Problem to work on: Take from the data every line in which the word "down" is found.

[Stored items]
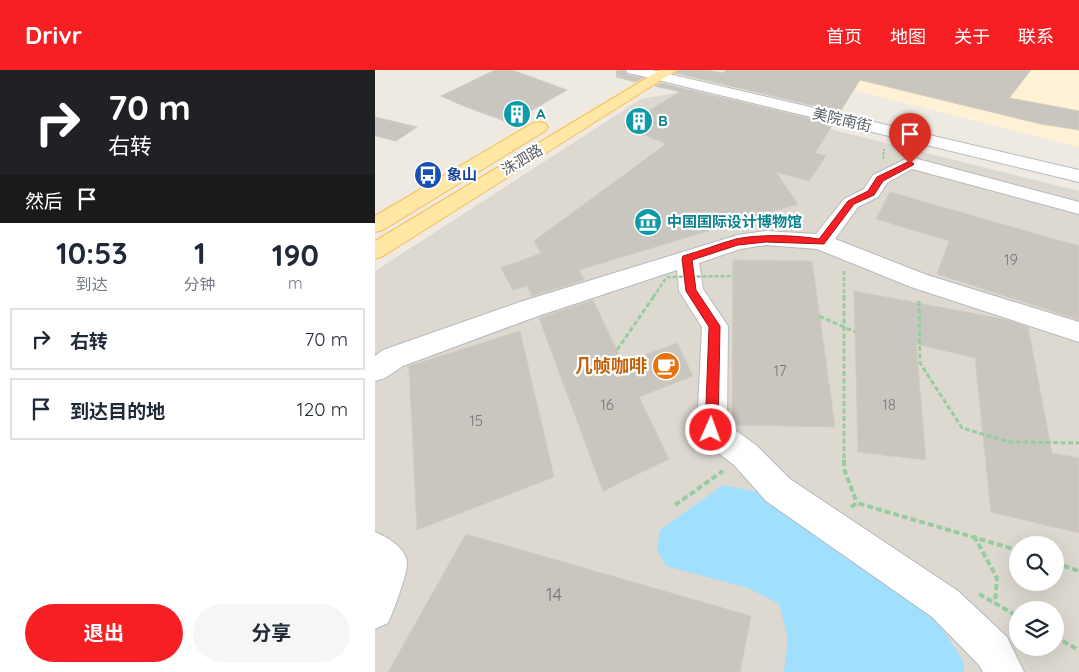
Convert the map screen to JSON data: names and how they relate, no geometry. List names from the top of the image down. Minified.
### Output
{"streets":{"main road":["洙泗路"],"street":["美院南街"]},"crossings":[["美院南街","洙泗路"]],"places":{"building":["A","B"],"bus stop":["象山"],"museum":["中国国际设计博物馆"],"cafe":["几帧咖啡"]},"house_numbers":["19","17","16","18","15","14"],"page":{"header":"Drivr","nav":["首页","地图","关于","联系"],"turn":["70 m","右转"],"then":"然后","eta":["10:53","到达","1","分钟","190","m"],"list":[{"name":"右转","value":"70 m"},{"name":"到达目的地","value":"120 m"}],"buttons":["退出","分享"]}}
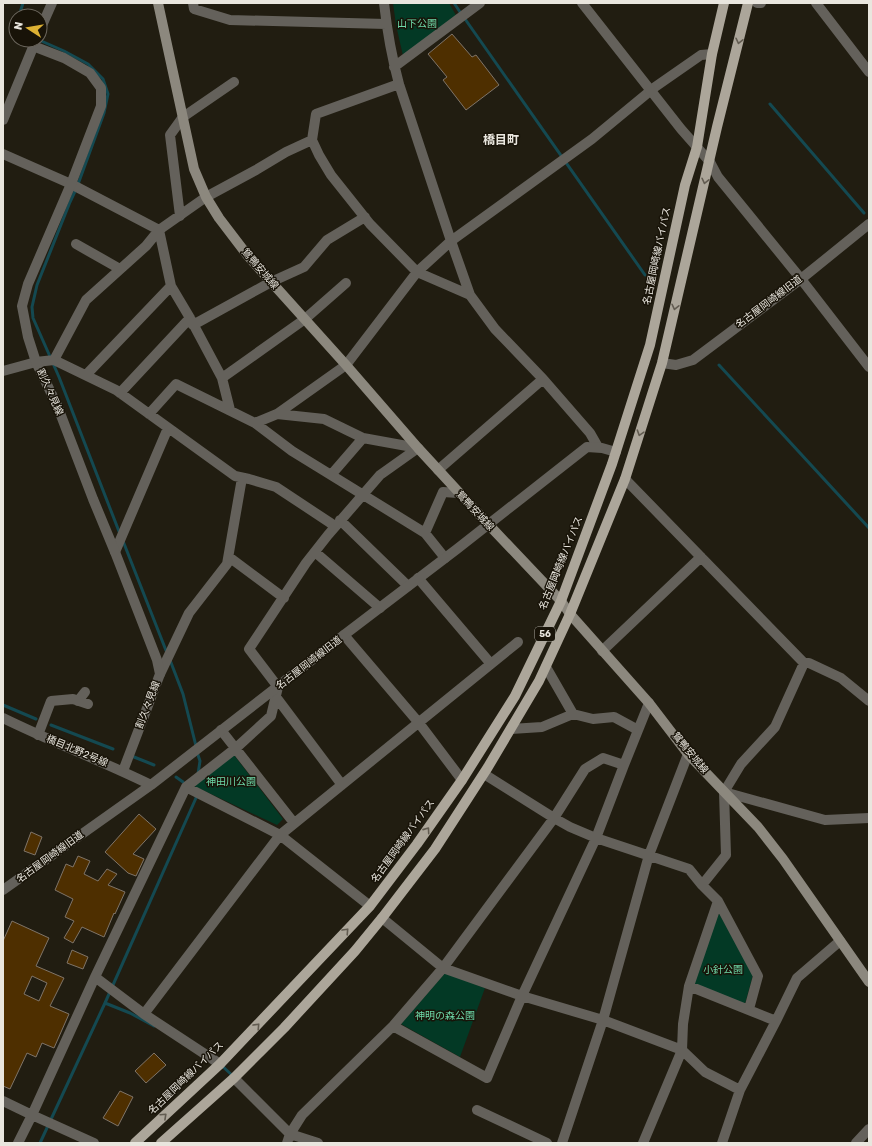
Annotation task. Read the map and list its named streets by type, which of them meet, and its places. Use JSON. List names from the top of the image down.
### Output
{
  "streets": {
    "main road": ["名古屋岡崎線バイパス", "鴛鴨安城線", "56"],
    "street": ["名古屋岡崎線旧道", "割久々見線", "橋目北野2号線"]
  },
  "crossings": [
    ["名古屋岡崎線バイパス", "鴛鴨安城線"],
    ["鴛鴨安城線", "名古屋岡崎線旧道"],
    ["鴛鴨安城線", "56"],
    ["名古屋岡崎線旧道", "56"],
    ["名古屋岡崎線旧道", "橋目北野2号線"],
    ["割久々見線", "橋目北野2号線"]
  ],
  "districts": ["橋目町"],
  "parks": [
    "山下公園",
    "神田川公園",
    "小針公園",
    "神明の森公園"
  ],
  "north": "left"
}
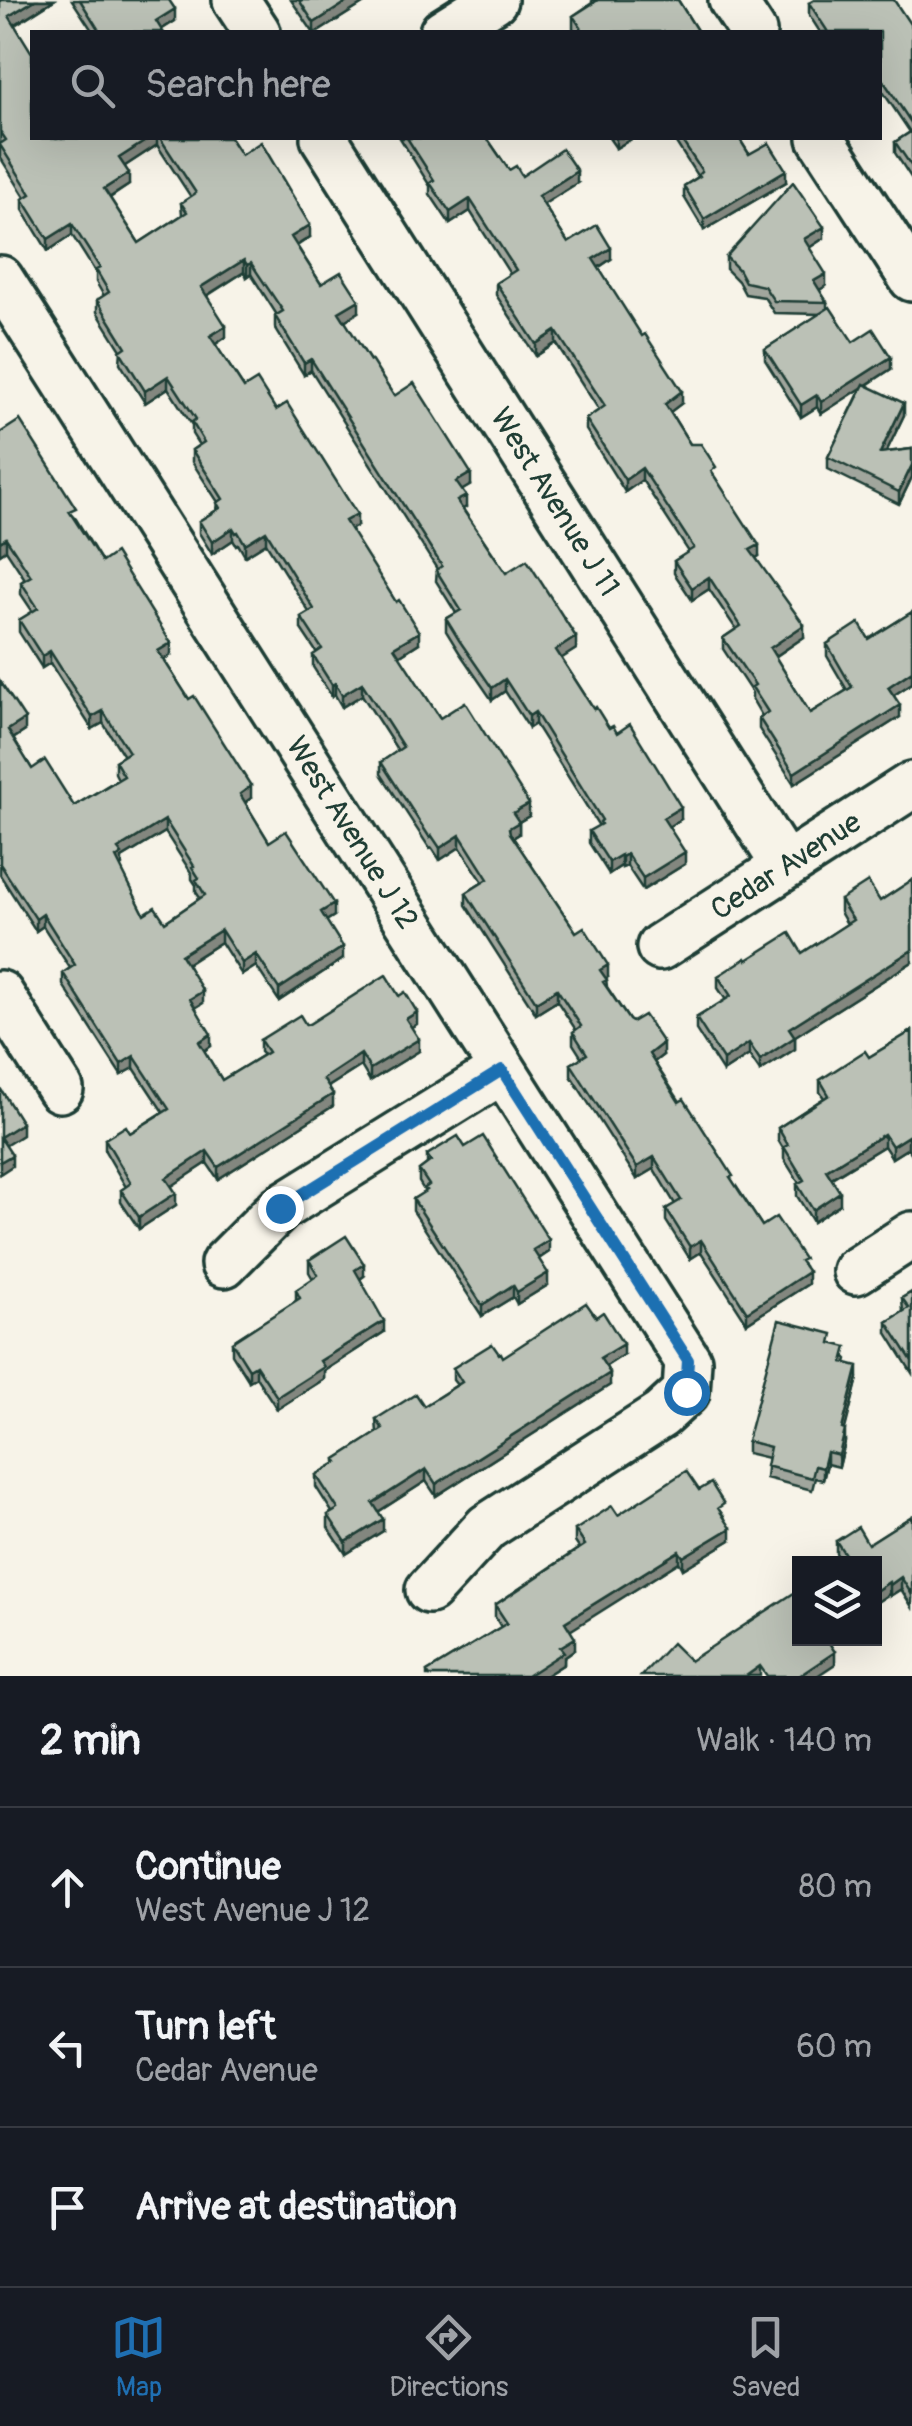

Reply:
Convert the map screen to JSON data: names and how they relate, no geometry. List names from the top of the image down. Minified.
Annotation task. Read the map and list its named streets by type, which of them meet, and its places. Use JSON. List names from the top of the image down.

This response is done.